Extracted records
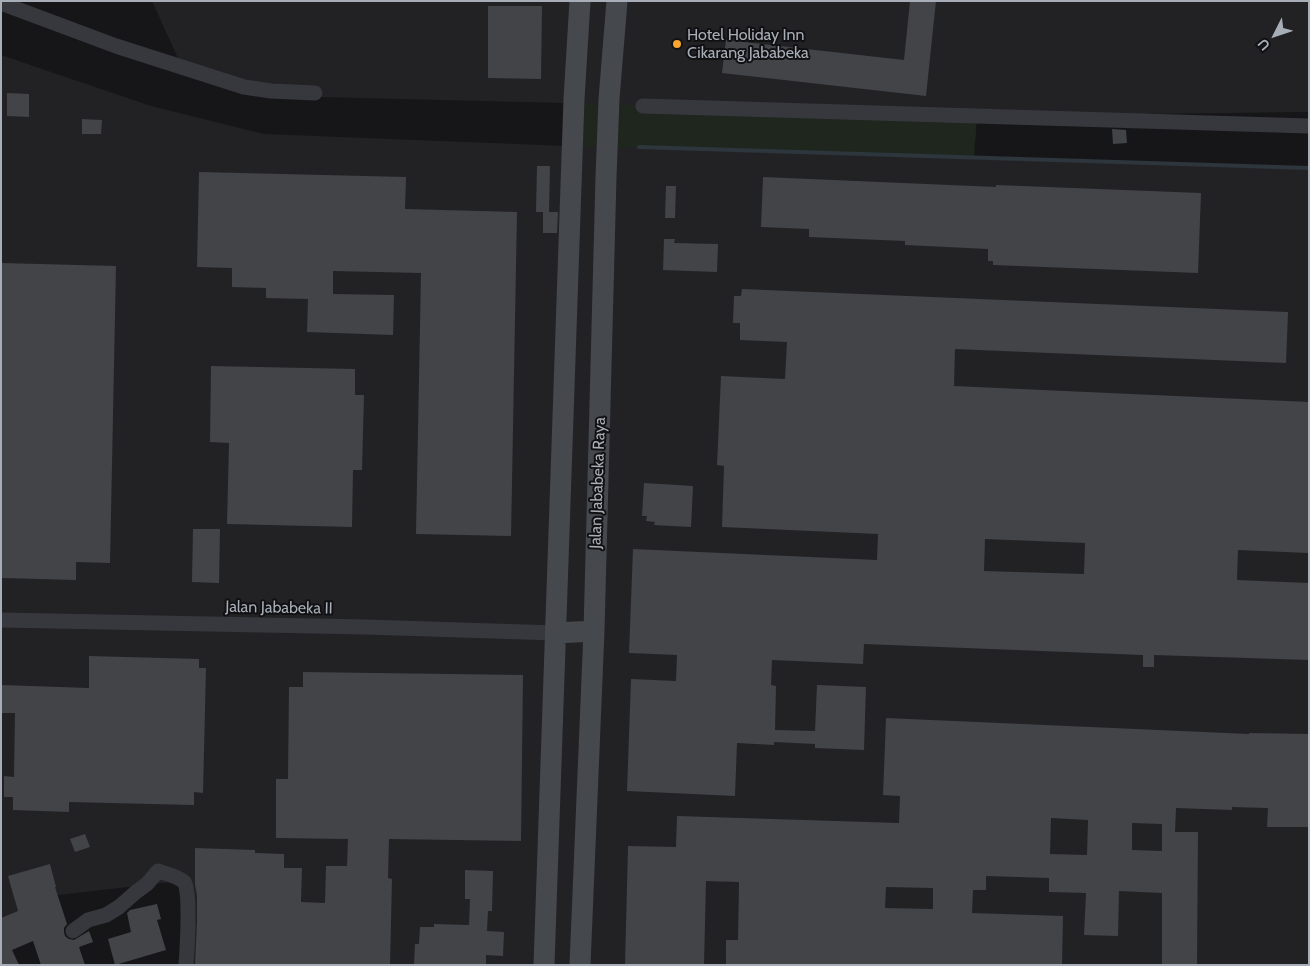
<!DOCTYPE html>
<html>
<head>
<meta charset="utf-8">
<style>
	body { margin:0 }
	#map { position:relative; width:1310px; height:966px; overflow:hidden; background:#161618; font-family:Cabin,sans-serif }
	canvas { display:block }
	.frame { position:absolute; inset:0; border:2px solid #a8aeb8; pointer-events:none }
	.north { position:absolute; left:1250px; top:10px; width:50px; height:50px; -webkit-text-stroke:4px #111113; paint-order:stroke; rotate:229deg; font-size:14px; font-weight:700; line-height:20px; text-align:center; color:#a8aeb8 }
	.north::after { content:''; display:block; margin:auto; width:18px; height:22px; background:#a8aeb8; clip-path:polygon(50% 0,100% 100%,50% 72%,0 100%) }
</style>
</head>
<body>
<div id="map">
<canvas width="1310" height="966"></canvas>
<div class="frame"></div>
<div class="north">U</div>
</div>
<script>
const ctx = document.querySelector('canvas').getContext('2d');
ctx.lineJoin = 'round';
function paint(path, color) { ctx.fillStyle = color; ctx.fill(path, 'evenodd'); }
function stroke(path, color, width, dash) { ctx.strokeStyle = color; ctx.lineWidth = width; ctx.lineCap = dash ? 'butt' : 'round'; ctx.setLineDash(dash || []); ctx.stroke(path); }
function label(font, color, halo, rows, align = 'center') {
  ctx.font = font + ' Cabin,sans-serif'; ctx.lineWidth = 4; ctx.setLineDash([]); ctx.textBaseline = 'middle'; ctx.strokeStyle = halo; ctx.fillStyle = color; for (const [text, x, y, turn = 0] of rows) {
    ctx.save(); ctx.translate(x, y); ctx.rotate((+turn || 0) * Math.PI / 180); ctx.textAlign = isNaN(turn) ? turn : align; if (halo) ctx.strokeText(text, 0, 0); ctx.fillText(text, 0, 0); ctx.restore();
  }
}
paint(new Path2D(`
	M152,1H1309V112L977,116L974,156L1309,168V965H188L189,880L15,900L27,940L1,948V55L151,106L264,134L567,146L565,103L278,96L181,65Z`), '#222225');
paint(new Path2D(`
	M565,103L977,116L974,156L568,146Z`), '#1e261e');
stroke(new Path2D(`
	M639,147L1309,168`), '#2c363c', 4);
paint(new Path2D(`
	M910,1H936L926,96L722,73L726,40L904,60Z
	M488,6H542L541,79L488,78Z
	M7,93L29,94V117L7,116Z
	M82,119L102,120L101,134H82Z
	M1112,129L1126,130L1127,143L1113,144Z
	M537,166H550L549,212H558L557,233H543V212H536Z
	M199,172L406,177L405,209L517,212L511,536L416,534L421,273L333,271V294L394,295L393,335L307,332L308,299L266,298V288L232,287V268L197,267Z
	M763,177L996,187V185L1201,193L1198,273L993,265V261H988V249L905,245V241L809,237V229L761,227Z
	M666,186H676L675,218H665Z
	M664,239H675L674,243L718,244L717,272L663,270Z
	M1,263L116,266L110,563L76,562V580L1,578Z
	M742,289L1288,312L1286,363L955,349L954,386L1309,402L1308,553L1238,550L1237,580L1309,583V660L1154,655V667H1143V655L864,644L863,664L772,660L771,685L776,686L775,730L815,731L817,685L866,687L864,750L815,748V744L774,742V745L737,743L735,796L627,791L631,679L676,681L677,655L629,653L633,549L877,560L878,534L722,527L724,466L717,465L721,376L785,379L787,342L740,340V323H733L734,296H741ZM985,539L1085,543L1084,574L984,571Z
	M211,366L355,369V395H364L362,470H353L352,527L227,524L229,443L210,442Z
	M644,483L693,486L691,527L654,525L655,522L646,521L647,516H642Z
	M193,529H220L219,583L192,582Z
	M89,656L199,659V668H206L203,793L194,792V805L69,802V812L13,810V797H4V776L14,777L15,713H1V685L89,688Z
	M303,672L523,675L521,841L389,839L388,878L392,879L390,965H195L197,921V896L195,884V848L255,850V853L284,854V868H302L301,902L325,903L326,866H347L348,839L276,838V779H288L289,687H303Z
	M886,718L1249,734V733L1309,734V827H1267L1268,808L1232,807V810L1176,808L1175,832H1198L1197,965H1162V893L1119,891L1118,936L1084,935L1086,893L1049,892V878L986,876V890H973L972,913L1063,916L1062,965H726V940H738L739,882L706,881L704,965H625L628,846L676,847L677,816L899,823L900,796L883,795ZM1051,818L1088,820L1087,855L1050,854ZM1132,823L1162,824V851L1132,850ZM886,887L933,888V909L885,908Z
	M85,834L90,847L75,852L70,839Z
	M50,864L56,887H55L67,924L64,928V932L65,936L69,939L74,940L89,931L93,942L79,947L85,965H41L33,941L12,950L19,965H1V918L18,911L8,876Z
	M465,870L493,871L492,911H488L487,931L504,932L503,956L486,955V965L414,964L415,944H419L420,927H434V924L469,925L470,899H465Z
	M157,904L161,919L157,920L166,950L115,965L108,939L131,932L127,913L130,910Z`), '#424448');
stroke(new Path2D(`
	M1,3L116,46L244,87L271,91L315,93
	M643,106L1309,126
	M1,620L366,627L556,633
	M73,931L88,920L106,915L119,907L136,892L147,884L158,871C166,874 178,876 184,882C191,890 187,951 186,965`), '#37383d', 15);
stroke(new Path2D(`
	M556,633L594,631
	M544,965L574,99L580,1
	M580,965L594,631L606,177L609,99L617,1`), '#45484d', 21);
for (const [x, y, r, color] of [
	[677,44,5,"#f8a42e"]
]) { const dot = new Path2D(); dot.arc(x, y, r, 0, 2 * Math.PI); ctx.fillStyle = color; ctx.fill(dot); stroke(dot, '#111113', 2); }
label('16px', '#a8aeb8', '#111113', [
	["Hotel Holiday Inn",687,35],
	["Cikarang Jababeka",687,53]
], 'left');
label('16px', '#a8aeb8', '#111113', [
	["Jalan Jababeka Raya",598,483,-88],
	["Jalan Jababeka II",279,608,1]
]);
</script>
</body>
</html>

- _Problem_:
Find how many lines in the records contain the string "halo", then give the number alone.

- _Exercise result_:
3